Your instructions ->
Give the number of lines in the entries below that hold "linecap", with no accompanying words.

★ ★ ★ ★

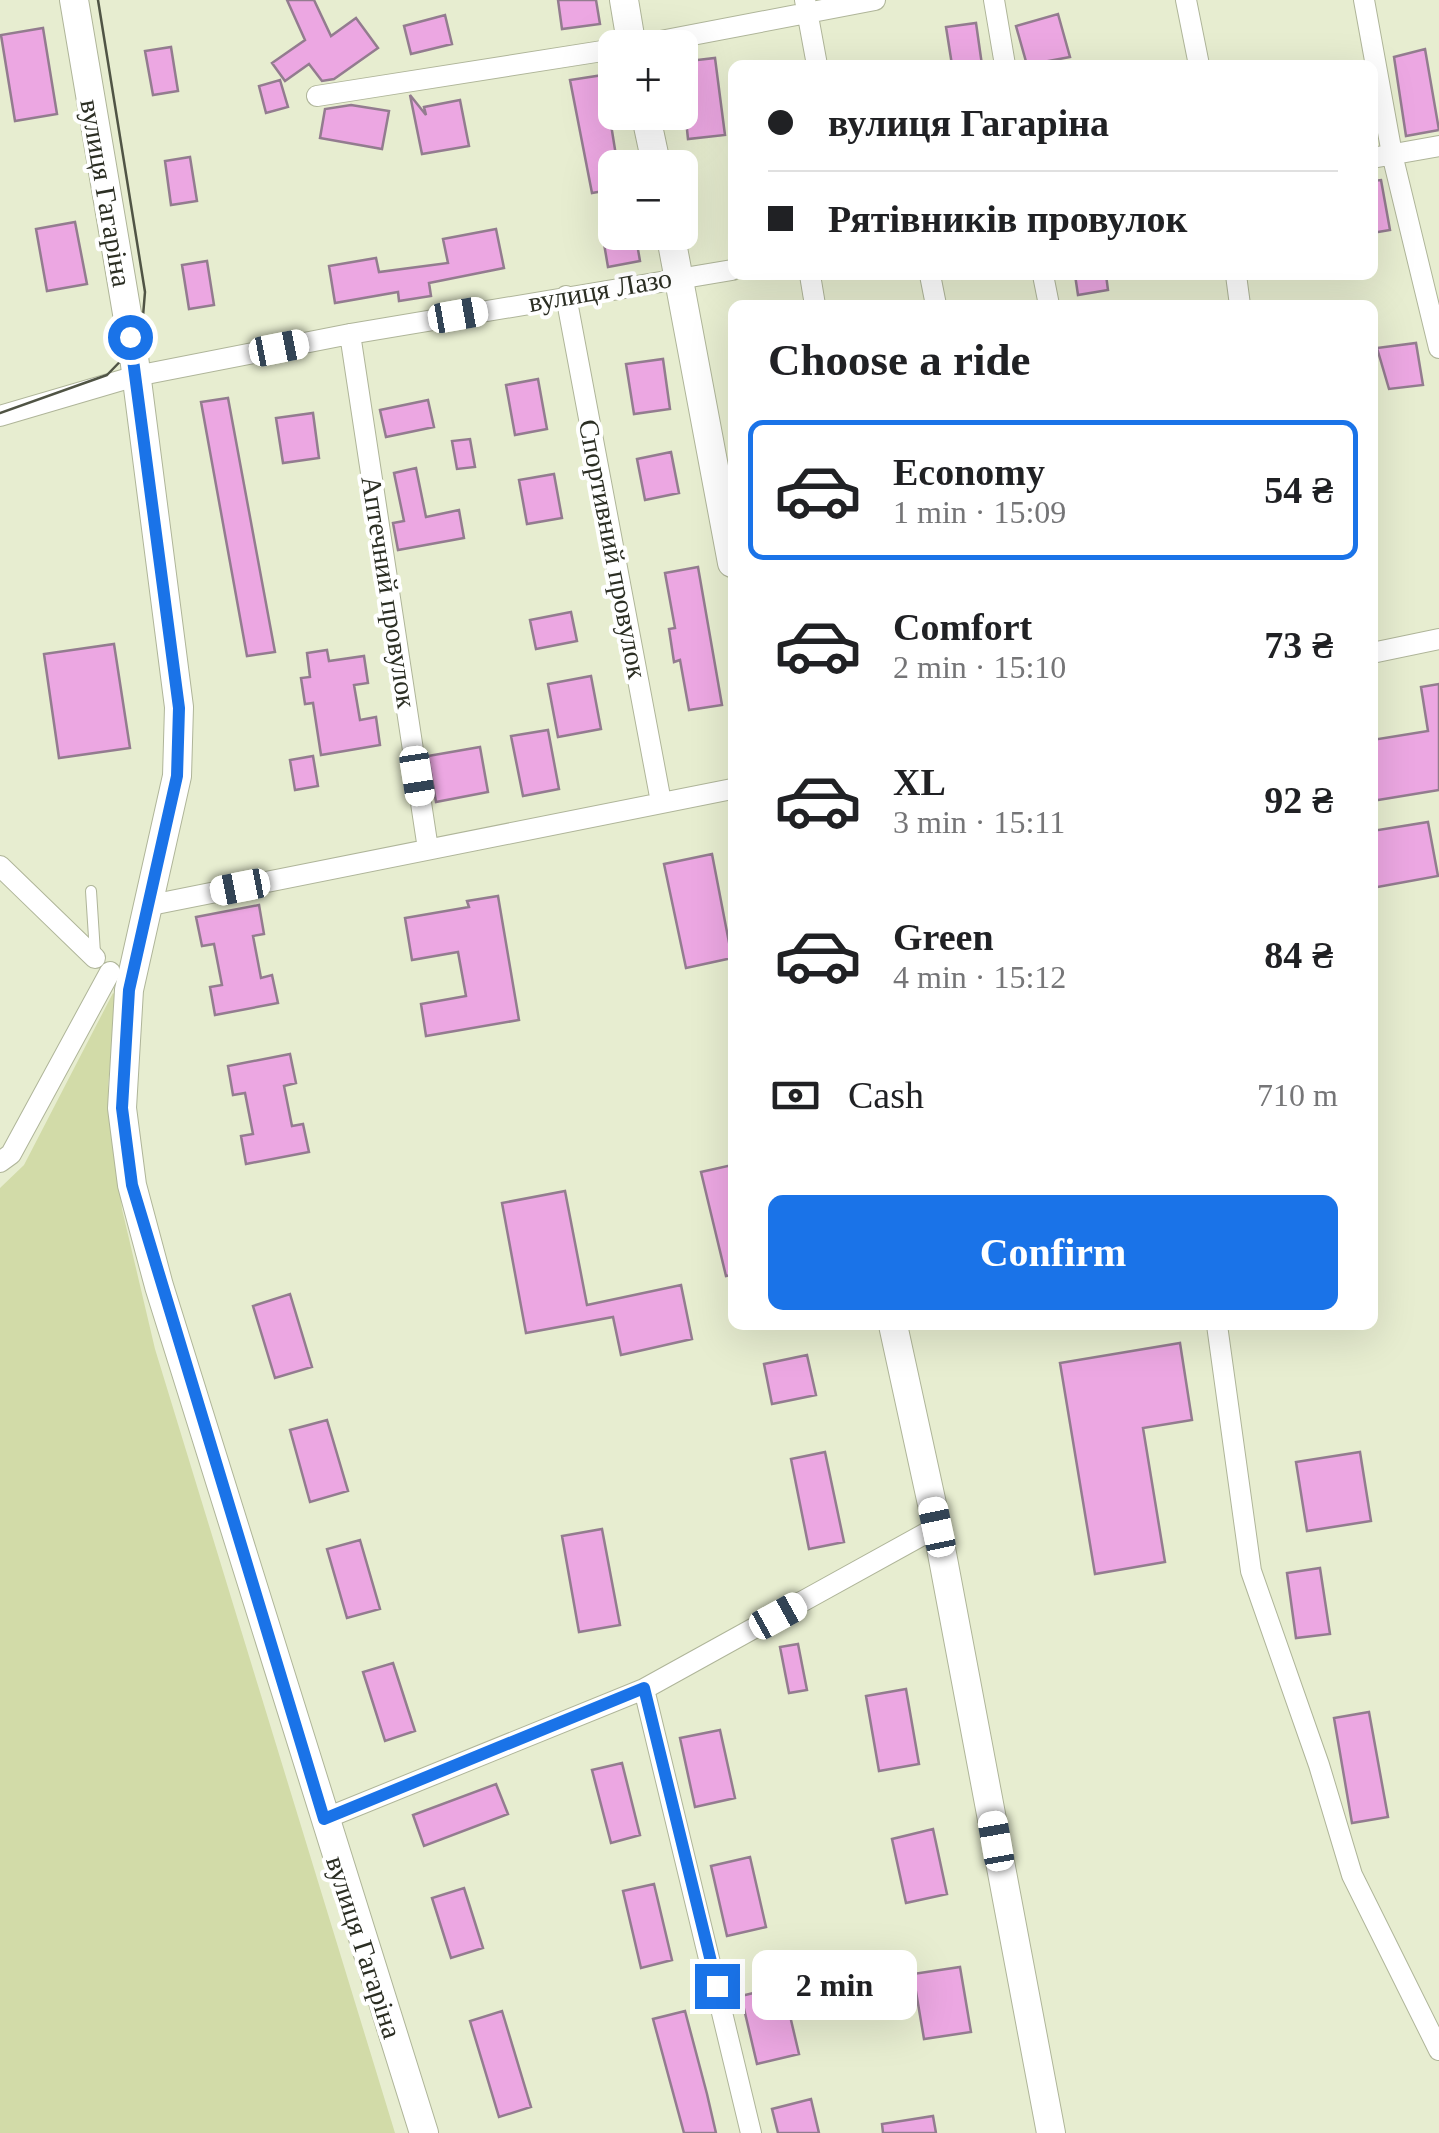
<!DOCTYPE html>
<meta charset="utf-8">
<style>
body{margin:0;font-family:Georgia,serif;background:#f6f6f6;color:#202124;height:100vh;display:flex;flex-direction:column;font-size:38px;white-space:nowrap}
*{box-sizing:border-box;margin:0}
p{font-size:32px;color:#757577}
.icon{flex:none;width:55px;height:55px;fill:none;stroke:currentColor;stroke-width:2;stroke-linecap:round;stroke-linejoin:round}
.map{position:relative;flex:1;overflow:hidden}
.panel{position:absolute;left:728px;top:300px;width:650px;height:1030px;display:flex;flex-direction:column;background:#fff;border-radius:15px;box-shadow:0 10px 40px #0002}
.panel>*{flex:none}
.banner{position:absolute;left:728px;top:60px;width:650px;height:220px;border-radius:15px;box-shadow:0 10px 40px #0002;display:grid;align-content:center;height:220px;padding:0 40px;background:#fff}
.fabs{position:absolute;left:598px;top:30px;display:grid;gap:20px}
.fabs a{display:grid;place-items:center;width:100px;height:100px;border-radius:15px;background:#fff;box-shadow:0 10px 40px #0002;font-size:50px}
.end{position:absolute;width:45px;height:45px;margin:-22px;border:12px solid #1a73e8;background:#fff;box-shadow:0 0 0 5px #fff}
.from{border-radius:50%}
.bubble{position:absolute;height:70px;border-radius:15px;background:#fff;box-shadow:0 10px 40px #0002;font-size:32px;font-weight:700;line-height:70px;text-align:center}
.car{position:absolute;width:30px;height:60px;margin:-30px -15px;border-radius:12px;box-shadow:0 0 8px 2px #0007;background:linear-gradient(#fff 24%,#345 0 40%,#fff 0 76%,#345 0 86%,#fff 0)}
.banner b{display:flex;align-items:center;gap:35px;height:95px;font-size:38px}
.banner b+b{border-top:2px solid #e0e0e0}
.banner i{width:25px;height:25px;background:#202124}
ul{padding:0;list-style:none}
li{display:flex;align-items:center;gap:30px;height:140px;margin:0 20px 15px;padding:0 20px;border:5px solid transparent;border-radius:15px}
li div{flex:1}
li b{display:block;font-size:38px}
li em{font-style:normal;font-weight:700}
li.selected{border-color:#1a73e8}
li>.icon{width:90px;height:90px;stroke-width:1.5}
h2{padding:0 40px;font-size:45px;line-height:120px}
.pay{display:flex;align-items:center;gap:25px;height:110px;padding:0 40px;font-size:38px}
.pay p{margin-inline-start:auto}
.action{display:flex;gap:20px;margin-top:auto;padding:20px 40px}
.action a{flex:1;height:115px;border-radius:15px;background:#1a73e8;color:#fff;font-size:40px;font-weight:700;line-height:115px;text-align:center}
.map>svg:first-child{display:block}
.green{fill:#d2dba8}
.building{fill:#eca7e2;stroke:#937c8f;stroke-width:2.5}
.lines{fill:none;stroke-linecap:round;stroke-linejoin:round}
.lane-casing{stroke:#afb599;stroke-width:12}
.street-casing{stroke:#afb599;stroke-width:22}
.secondary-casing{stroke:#afb599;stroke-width:30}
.lane{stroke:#fff;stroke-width:10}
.street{stroke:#fff;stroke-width:20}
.secondary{stroke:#fff;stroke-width:28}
.tram{stroke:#505445;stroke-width:2.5}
.route{stroke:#1a73e8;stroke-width:12}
.labels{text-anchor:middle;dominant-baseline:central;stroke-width:8;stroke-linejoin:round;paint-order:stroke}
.street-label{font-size:28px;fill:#2b2e23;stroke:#fff}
</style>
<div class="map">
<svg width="1439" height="2133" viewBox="0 0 1439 2133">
<rect width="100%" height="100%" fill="#e7edd0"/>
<!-- green -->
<path class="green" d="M113 993 117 996 108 1085 122 1209 155 1349 395 2133H0V1188L24 1165Z"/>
<!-- building -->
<path class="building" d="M287 0H314L331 36 356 18 378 48 334 79 322 81 309 64 285 81 272 63 305 40Z
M558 0H596L600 24 562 29Z
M1058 14 1070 57 1027 65 1016 26Z
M445 15 452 44 411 54 404 26Z
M976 23 982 65H952L946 27Z
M43 28 57 114 15 121 1 35Z
M171 47 178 91 153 95 145 51Z
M1425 49 1439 130 1406 136 1394 57Z
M715 58 725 135 688 139 680 62Z
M603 75 618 168 615 189 592 193 570 80Z
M280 80 288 107 266 113 259 86Z
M410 95 426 115 424 107 460 100 469 146 422 154Z
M351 105 389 111 382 149 320 138 325 109Z
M190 157 197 201 171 205 165 161Z
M1381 180 1390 230 1372 233V181Z
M75 222 87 284 47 291 36 229Z
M496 229 504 268 429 283 431 296 399 301 398 292 335 303 329 266 376 258 379 272 448 263 443 239Z
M602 232H635L640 261 608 267Z
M207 261 214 305 189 309 182 265Z
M1075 275H1106L1108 290 1078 295Z
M1416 343 1423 385 1389 389 1377 348Z
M663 359 670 409 634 414 626 364Z
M538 379 547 429 515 435 506 385Z
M228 398 275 652 247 656 201 402Z
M428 400 434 427 386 437 380 410Z
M313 413 319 458 283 463 276 418Z
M470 439 475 467 457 469 452 441Z
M671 452 679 493 645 500 637 459Z
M416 468 426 517 459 510 464 538 398 550 393 523 404 521 394 473Z
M554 474 562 518 527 524 519 480Z
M698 567 722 705 689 710 680 660 674 662 669 629 675 628 665 573Z
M571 612 577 641 536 649 530 620Z
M114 644 130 748 59 758 44 654Z
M327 650 329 661 364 656 368 683 354 685 360 720 376 717 380 745 321 755 313 703 305 704 301 678 310 677 307 653Z
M591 676 601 729 558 737 548 684Z
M1439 684V790L1372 801V740L1428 731 1421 687Z
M548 730 559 789 523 796 511 736Z
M480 747 488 792 436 802 428 756Z
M313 756 318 786 295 790 290 760Z
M1428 822 1438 876 1372 888V831Z
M712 854 732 958 686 968 664 864Z
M498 896 519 1020 426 1036 421 1004 466 996 458 952 412 960 405 918 469 907 467 901Z
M259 905 264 934 253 936 261 978 272 975 278 1003 215 1015 210 987 222 985 214 944 202 946 196 917Z
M290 1054 296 1083 284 1086 292 1126 303 1124 309 1152 246 1164 241 1136 253 1134 245 1093 233 1095 228 1066Z
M732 1165V1275L726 1276 701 1172Z
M565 1191 587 1305 681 1285 692 1339 621 1355 613 1317 526 1333 502 1203Z
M290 1294 312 1367 275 1378 253 1306Z
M1180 1343 1192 1420 1143 1428 1165 1562 1095 1574 1060 1363Z
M807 1355 816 1395 772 1404 764 1364Z
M327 1420 348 1491 310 1502 290 1430Z
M825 1452 844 1542 809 1549 791 1459Z
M1360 1452 1371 1521 1307 1531 1296 1462Z
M602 1529 620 1625 579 1632 562 1536Z
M360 1540 380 1609 347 1618 327 1549Z
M1320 1568 1330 1634 1296 1638 1287 1573Z
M798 1644 807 1690 789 1693 780 1647Z
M393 1663 415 1731 385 1741 363 1672Z
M906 1689 919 1764 879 1771 866 1696Z
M1369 1712 1388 1817 1352 1823 1334 1718Z
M720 1730 735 1798 695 1807 680 1738Z
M622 1763 640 1835 611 1843 592 1770Z
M496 1784 508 1814 424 1846 413 1815Z
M933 1829 947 1894 906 1903 892 1839Z
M750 1857 766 1927 727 1936 711 1866Z
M654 1884 672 1960 641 1968 623 1891Z
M464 1888 483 1948 451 1958 432 1898Z
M960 1967 971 2032 924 2039 913 1974Z
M783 1986 799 2054 757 2064 741 1996Z
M502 2011 531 2107 499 2117 470 2021Z
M685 2011 707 2094 716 2133H684L653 2019Z
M811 2099 819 2133H778L772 2109Z
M933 2116 936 2133H883L882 2124Z"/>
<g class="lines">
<!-- lane casing -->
<g class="lane-casing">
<path id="lane" d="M91 891 95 953"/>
</g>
<!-- street casing -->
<g class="street-casing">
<path id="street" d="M805 0 817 65
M994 0 1005 65
M1186 0 1199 65
M1364 0 1392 154 1439 348
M624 48 875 0
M317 96 615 49
M1372 158 1439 146
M810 275 815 305
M930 275 936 305
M1043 275 1049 305
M1236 275 1240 305
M566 296 661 802
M350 334 428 849
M0 416 136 376 350 334 732 270
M1372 653 1439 639
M0 866 95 958
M146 906 732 789
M0 1162 11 1154 110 972
M1217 1325 1251 1571 1319 1765 1352 1875 1439 2050
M644 1689 751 2133
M324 1819 644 1689 937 1527"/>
</g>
<!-- secondary casing -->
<g class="secondary-casing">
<path id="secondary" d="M74 0 133 349 179 707 177 776 129 990 122 1108 132 1185 159 1286 424 2133
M624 0 632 48
M645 112 657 168
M670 232 732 563
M893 1325 937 1527 1051 2133"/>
</g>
<!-- lane -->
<use href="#lane" class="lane"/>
<!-- street -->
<use href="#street" class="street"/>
<!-- secondary -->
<use href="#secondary" class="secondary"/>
<!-- tram -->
<path class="tram" d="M0 413 107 375 141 340 145 292 98 0"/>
</g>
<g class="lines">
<!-- route -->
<path class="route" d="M130 337 179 708 177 776 129 990 122 1108 132 1185 324 1819 644 1688 717 1986"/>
</g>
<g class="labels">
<!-- street labels -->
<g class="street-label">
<text transform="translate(106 193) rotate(80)">вулиця Гагаріна</text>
<text transform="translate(600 290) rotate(-10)">вулиця Лазо</text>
<text transform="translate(613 549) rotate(79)">Спортивний провулок</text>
<text transform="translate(389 592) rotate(81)">Аптечний провулок</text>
<text transform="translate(364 1947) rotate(72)">вулиця Гагаріна</text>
</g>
</g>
</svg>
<div class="fabs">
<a>+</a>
<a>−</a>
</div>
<i class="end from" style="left:130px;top:337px"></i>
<i class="end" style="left:717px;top:1986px"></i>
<div class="bubble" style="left:752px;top:1950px;width:165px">2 min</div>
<i class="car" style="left:458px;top:315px;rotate:80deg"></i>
<i class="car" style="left:279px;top:348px;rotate:79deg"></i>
<i class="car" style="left:417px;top:776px;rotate:171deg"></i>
<i class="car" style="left:240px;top:887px;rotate:259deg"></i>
<i class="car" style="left:937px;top:1527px;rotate:348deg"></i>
<i class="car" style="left:778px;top:1616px;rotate:61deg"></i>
<i class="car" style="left:996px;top:1841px;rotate:350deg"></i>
<div class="banner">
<b><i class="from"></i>вулиця Гагаріна</b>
<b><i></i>Рятівників провулок</b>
</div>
<section class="panel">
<h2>Choose a ride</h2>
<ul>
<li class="selected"><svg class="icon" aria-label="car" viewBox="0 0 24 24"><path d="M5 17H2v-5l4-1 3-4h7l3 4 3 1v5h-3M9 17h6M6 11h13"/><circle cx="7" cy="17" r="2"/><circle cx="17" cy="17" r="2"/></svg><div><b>Economy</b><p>1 min · 15:09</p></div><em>54 ₴</em></li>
<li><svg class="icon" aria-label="car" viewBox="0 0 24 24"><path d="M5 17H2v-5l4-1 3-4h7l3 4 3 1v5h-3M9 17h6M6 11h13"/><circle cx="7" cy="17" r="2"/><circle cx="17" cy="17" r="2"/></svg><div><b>Comfort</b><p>2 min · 15:10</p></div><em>73 ₴</em></li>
<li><svg class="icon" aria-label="car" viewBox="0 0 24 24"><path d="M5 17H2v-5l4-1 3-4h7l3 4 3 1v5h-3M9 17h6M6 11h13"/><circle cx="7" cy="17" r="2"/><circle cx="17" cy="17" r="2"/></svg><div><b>XL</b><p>3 min · 15:11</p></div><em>92 ₴</em></li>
<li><svg class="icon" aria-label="car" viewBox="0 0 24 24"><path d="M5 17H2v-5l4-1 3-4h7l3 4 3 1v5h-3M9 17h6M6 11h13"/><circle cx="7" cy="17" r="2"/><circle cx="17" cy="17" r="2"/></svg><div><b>Green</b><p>4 min · 15:12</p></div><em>84 ₴</em></li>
</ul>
<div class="pay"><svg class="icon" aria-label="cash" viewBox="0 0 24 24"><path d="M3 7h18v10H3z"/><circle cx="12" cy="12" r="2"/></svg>Cash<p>710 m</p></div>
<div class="action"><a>Confirm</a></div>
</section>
</div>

★ ★ ★ ★

Solution for this task ->
2